Senate elections in a number of states have taken on increased importance this year because a shift of six seats from the Democrats to the Republicans would make Mitch McConnell, Jon Stewart’s favorite live action turtle, the Senate majority leader. There are also, according to The Cook Political Report, 65 competitive House races that are capable of getting voters in those swing districts thinking about something other than whether it is appropriate for their 6 year old to dress up as a brain-splattered Daryl Dixon for Halloween. Ask voters in any of these states or districts if they are following the midterms, and they are likely to suggest that your question is akin to asking them if they are “following” that stump grinder squealing outside of their bedroom window.

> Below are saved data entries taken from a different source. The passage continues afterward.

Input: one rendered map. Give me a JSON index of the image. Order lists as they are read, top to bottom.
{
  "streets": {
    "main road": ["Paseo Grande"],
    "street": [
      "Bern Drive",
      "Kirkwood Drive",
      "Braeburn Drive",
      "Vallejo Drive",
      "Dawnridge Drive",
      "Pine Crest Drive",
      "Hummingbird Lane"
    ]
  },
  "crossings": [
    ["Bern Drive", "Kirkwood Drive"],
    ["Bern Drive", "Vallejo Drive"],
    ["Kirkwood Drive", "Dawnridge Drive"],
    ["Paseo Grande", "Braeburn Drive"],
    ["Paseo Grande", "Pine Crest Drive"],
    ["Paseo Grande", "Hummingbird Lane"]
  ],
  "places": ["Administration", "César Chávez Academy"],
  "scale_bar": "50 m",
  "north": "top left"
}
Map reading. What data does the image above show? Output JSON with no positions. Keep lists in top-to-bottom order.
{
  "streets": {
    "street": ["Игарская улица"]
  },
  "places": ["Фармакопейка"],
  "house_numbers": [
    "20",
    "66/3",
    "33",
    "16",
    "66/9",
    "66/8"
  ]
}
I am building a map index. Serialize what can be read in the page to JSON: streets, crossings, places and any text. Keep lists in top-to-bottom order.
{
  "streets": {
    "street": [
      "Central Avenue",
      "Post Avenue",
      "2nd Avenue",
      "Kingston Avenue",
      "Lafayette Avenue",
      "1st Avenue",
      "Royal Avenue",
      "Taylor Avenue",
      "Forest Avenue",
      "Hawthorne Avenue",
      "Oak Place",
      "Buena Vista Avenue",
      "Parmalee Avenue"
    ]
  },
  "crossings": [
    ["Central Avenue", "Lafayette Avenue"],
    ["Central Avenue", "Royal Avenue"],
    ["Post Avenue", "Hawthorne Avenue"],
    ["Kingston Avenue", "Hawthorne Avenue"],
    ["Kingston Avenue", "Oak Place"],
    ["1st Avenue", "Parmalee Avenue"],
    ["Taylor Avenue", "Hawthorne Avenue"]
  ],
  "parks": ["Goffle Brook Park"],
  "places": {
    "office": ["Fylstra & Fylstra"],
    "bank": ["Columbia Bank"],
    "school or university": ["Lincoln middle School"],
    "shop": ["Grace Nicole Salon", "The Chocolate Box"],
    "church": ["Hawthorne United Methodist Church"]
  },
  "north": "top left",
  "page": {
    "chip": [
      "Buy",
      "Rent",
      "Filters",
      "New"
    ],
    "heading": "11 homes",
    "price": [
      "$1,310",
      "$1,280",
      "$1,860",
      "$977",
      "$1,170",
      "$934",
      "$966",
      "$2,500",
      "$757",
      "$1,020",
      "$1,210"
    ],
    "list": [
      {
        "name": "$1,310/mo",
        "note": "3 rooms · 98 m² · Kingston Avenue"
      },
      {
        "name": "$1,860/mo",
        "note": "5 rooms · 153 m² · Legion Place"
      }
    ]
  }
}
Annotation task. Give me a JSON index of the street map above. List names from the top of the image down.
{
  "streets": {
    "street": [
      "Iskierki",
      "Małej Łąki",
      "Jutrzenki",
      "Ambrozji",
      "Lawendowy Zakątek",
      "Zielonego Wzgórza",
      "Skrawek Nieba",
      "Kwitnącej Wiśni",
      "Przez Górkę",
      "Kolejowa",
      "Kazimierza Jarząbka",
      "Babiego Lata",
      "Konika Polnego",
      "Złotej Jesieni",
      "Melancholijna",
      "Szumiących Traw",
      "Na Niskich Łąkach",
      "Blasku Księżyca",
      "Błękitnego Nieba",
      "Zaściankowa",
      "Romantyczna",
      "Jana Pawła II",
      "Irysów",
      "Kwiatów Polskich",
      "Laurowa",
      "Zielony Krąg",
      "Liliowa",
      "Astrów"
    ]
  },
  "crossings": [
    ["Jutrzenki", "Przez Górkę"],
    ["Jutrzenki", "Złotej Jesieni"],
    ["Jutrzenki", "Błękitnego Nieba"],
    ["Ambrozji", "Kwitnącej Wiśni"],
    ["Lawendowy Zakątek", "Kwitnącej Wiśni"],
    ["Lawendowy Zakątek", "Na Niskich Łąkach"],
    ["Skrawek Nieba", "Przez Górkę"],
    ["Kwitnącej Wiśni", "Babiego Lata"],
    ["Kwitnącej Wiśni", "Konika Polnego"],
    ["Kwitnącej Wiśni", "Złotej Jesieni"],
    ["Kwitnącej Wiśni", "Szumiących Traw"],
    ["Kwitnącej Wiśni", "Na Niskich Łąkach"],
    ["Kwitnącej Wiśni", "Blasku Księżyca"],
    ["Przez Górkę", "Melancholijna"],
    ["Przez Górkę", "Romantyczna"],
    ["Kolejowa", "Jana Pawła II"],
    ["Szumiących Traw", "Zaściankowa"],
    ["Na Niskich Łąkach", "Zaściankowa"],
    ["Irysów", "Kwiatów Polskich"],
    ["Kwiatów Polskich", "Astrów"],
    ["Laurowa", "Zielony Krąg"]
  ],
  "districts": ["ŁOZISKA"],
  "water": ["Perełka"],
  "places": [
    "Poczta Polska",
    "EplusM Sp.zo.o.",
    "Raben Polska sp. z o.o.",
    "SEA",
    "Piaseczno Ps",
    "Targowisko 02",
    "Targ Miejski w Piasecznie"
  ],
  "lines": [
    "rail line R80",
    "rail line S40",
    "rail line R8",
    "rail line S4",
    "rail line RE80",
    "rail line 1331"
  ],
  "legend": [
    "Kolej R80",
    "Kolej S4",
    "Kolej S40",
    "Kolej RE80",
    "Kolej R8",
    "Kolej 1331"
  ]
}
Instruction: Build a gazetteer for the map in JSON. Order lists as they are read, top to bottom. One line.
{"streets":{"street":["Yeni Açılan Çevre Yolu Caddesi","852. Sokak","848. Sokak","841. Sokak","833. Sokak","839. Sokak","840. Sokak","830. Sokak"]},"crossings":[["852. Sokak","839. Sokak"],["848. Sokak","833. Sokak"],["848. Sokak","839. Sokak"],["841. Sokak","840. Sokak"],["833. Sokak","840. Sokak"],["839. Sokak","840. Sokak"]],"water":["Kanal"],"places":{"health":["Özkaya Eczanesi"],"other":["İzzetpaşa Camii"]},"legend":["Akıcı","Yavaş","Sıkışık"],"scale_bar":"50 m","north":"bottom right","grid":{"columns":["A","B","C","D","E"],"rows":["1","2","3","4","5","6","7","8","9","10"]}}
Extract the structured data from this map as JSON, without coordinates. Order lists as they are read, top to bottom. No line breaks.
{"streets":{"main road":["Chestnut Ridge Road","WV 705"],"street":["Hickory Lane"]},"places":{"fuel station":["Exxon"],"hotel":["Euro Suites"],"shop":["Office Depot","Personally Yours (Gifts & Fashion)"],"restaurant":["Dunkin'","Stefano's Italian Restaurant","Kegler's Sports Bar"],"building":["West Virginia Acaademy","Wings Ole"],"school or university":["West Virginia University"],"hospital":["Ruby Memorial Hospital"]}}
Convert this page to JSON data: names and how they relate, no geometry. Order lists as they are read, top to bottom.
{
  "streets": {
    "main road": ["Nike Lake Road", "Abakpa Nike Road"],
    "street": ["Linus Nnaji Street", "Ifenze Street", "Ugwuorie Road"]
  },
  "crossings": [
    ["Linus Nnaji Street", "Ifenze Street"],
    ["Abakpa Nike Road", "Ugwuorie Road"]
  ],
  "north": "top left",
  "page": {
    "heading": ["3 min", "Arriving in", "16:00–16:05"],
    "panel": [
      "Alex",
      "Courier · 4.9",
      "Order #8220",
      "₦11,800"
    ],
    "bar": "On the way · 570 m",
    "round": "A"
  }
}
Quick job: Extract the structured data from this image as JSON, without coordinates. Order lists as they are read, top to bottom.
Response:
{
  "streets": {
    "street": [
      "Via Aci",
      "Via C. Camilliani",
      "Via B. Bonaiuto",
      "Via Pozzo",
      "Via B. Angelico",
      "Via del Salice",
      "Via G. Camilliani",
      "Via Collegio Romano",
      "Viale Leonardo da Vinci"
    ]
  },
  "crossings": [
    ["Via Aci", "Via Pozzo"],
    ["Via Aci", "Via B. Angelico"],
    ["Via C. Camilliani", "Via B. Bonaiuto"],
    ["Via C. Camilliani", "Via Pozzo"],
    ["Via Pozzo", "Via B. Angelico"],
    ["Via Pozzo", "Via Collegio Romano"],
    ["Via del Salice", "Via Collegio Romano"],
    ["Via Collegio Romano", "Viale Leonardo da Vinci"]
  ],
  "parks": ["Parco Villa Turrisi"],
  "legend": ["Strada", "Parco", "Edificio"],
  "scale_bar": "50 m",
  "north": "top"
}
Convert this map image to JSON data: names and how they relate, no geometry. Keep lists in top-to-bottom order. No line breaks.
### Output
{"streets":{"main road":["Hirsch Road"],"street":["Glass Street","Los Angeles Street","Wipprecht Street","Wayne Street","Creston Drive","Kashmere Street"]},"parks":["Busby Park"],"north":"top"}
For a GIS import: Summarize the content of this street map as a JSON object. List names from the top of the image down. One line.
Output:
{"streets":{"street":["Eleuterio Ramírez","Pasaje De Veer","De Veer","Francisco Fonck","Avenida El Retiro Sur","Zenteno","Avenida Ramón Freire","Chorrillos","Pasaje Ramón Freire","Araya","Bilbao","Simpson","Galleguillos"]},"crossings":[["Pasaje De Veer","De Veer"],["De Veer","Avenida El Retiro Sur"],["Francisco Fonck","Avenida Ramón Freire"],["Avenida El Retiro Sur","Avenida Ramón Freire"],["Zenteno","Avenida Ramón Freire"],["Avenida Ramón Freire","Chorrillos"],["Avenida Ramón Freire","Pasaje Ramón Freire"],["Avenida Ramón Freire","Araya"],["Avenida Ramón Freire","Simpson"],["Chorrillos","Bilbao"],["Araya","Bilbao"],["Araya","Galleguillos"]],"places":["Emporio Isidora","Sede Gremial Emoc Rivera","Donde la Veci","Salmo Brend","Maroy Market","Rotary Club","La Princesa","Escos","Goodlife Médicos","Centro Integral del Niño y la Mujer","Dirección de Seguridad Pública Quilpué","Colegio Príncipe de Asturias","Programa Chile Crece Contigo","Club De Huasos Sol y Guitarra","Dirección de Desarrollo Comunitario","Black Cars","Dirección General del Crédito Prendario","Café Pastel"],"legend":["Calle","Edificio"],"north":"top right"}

The Wesleyan Media Project reports that voters in six states—North Carolina, Iowa, Colorado, Georgia, Louisiana, and Kentucky—have seen more than 10,000 ads in the past two weeks. Less well known is that many voters in North Carolina volunteered as tribute during this span in order to escape from a dystopian political landscape that had been overrun by 20,389 ads that cost their sponsors $13.7 million.
Many political scientists claim that this conspicuous and exorbitant investment by campaigns and outside groups in political advertising is sound and fury signifying…well, maybe not nothing, but not as much as many media trackers would like to think. The new paradigm—a tired phrase that signals just how transitory this phenomenon promises to be—in campaigning is so-called “microtargeting” strategies that allow campaigns to tailor their appeals to voters based on not merely their political views or interests, but also on their consumer preferences and their social affiliations. While campaigns continue their past practice of slicing the electorate into demographic groups, they are also trying to identify what one Republican consultant has called “social precincts” such as homeschooling parents or community garden activists or middle-aged rugby players on the cusp of divorce (which is a category that includes all middle-aged rugby players). The Democratic Senatorial Campaign Committee, for example, has invested $60 million in “The Bannock Street Project,” which is using data analytics to inform its efforts to employ techniques lifted from social psychology and behavioral economics to “nudge” to the polls, in particular, African Americans, unmarried women, and young people, all groups who both lean Democratic and have historically turned out at considerably higher rates in presidential elections than in midterm elections.
The perspective propelling Bannock Street’s effort is what Cass Sunstein calls in his book Nudge “libertarian paternalism,” which encourages so-called “choice architects” to take advantage of familiar decision-making biases such as the planning fallacy (i.e., people’s tendency to underestimate the amount of time it will take them to complete a task) and norm compliance (i.e., people’s propensity to adjust their behavior to match what they think their peers will do) to “influence people’s behavior in order to make their lives longer, healthier, and better.”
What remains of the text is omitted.